We used Bowtie version 2.1.0 [24] to map reads from each sample to a reference genome containing sequences derived from the Salvador I (SalI) strain’s nuclear [25] (build ASM241v1) and apicoplast [26] genomes. The resulting alignments were processed using a modified version of the GATK project’s best practice guidelines [27]. Specifically, we identified and marked potential PCR duplicates using the MarkDuplicates tool from Picard version 1.106 (http://picard.sourceforge.net) and performed local realignment around possible indels using GATK 2.8 [28, 29]. Finally, we adjusted the raw base quality scores by running GATK’s BaseRecalibrator tool, treating the set of putative Single Nucleotide Variants (SNVs) identified by SAMtools (0.1.18) [30] as known variants.

To investigate the possibility that our patient samples contain multiple distinct P. vivax strains [31, 32], we repeated this process using sequencing reads produced from a known single infection.
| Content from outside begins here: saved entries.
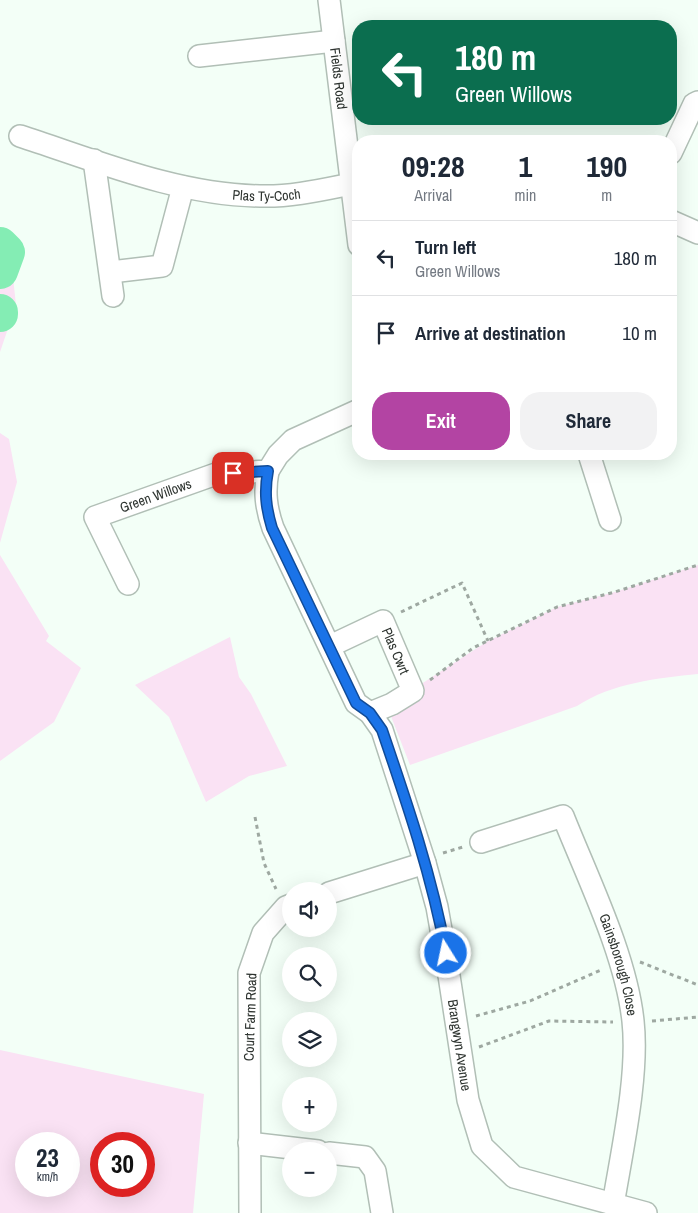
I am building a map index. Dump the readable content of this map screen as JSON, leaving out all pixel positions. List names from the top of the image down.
{
  "streets": {
    "street": [
      "Fields Road",
      "Plas Ty-Coch",
      "Green Willows",
      "Plas Cwrt",
      "Gainsborough Close",
      "Court Farm Road",
      "Brangwyn Avenue"
    ]
  },
  "crossings": [
    ["Fields Road", "Plas Ty-Coch"],
    ["Green Willows", "Brangwyn Avenue"],
    ["Plas Cwrt", "Brangwyn Avenue"],
    ["Gainsborough Close", "Brangwyn Avenue"]
  ],
  "page": {
    "turn": ["180 m", "Green Willows"],
    "eta": [
      "09:28",
      "Arrival",
      "1",
      "min",
      "190",
      "m"
    ],
    "list": [
      {
        "name": "Turn left",
        "note": "Green Willows",
        "value": "180 m"
      },
      {
        "name": "Arrive at destination",
        "value": "10 m"
      }
    ],
    "buttons": ["Exit", "Share"],
    "map_buttons": ["+", "−"],
    "speed": "23 km/h",
    "limit": "30"
  }
}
We retrieved reads from the monkey-adapted Sal-1 strain [31] from the NCBI Sequence Read Archive (accession SRS365051) We recorded the frequency of bases matching the reference genome at each site for the patient-derived and single lineage alignments using a custom C++ program (http://dx.doi.org/10.5281/zenodo.18190) that makes use of the BamTools [33] library. For each sample, we also calculated the overall proportion of all sequenced bases that produced a minority allele when mapped to the reference.

Variant discovery

We called putative SNVs and small indels from the Colombian samples using the GATK UnifiedGenotyper [28]. Because we were able to establish that each patient was infected by a single lineage, we treated samples as haploid. Artifacts produced during the sequencing and mapping of reads to the reference can lead to false positive variant calls [34]. Such calls are more likely in P. vivax due the number of multi-copy gene families and paralogs in this species [35]. In order to account for these potential artifacts, we took a conservative approach to variant calling and removed apparently variant sites that may have resulted from mis-mapped reads. After performing an exploratory analysis comparing properties of our putative variants to a random sample of 100,000 non-variant sites, and using guidelines described by the GATK developers [29] we established a set of criteria to identify likely false positive variants. Specifically, we removed sites with an average mapping quality phred score <35. We controlled for the effect of repetitive sequences by removing sites within 50 kb of a chromosome ends (which are dominated by repeats) and those sites for which more than one sample generated more than two reads containing a minor nucleotide. Finally, we excluded sites with extreme values for a number statistics that correlate with genotype quality. We removed sites matching any of the following criteria: (a) the P-value for a Fisher’s exact test of strand bias was <0.001, (b) the absolute z-score for a Mann-Whitney U-test of mapping quality difference between variant and reference allele containing reads was >5, (c) the absolute z-score for a Mann-Whitney U-test of read-position difference between variant and reference allele containing reads was >5, (d) the total depth at site was ≥ 165x (the 95th percentile across all sites).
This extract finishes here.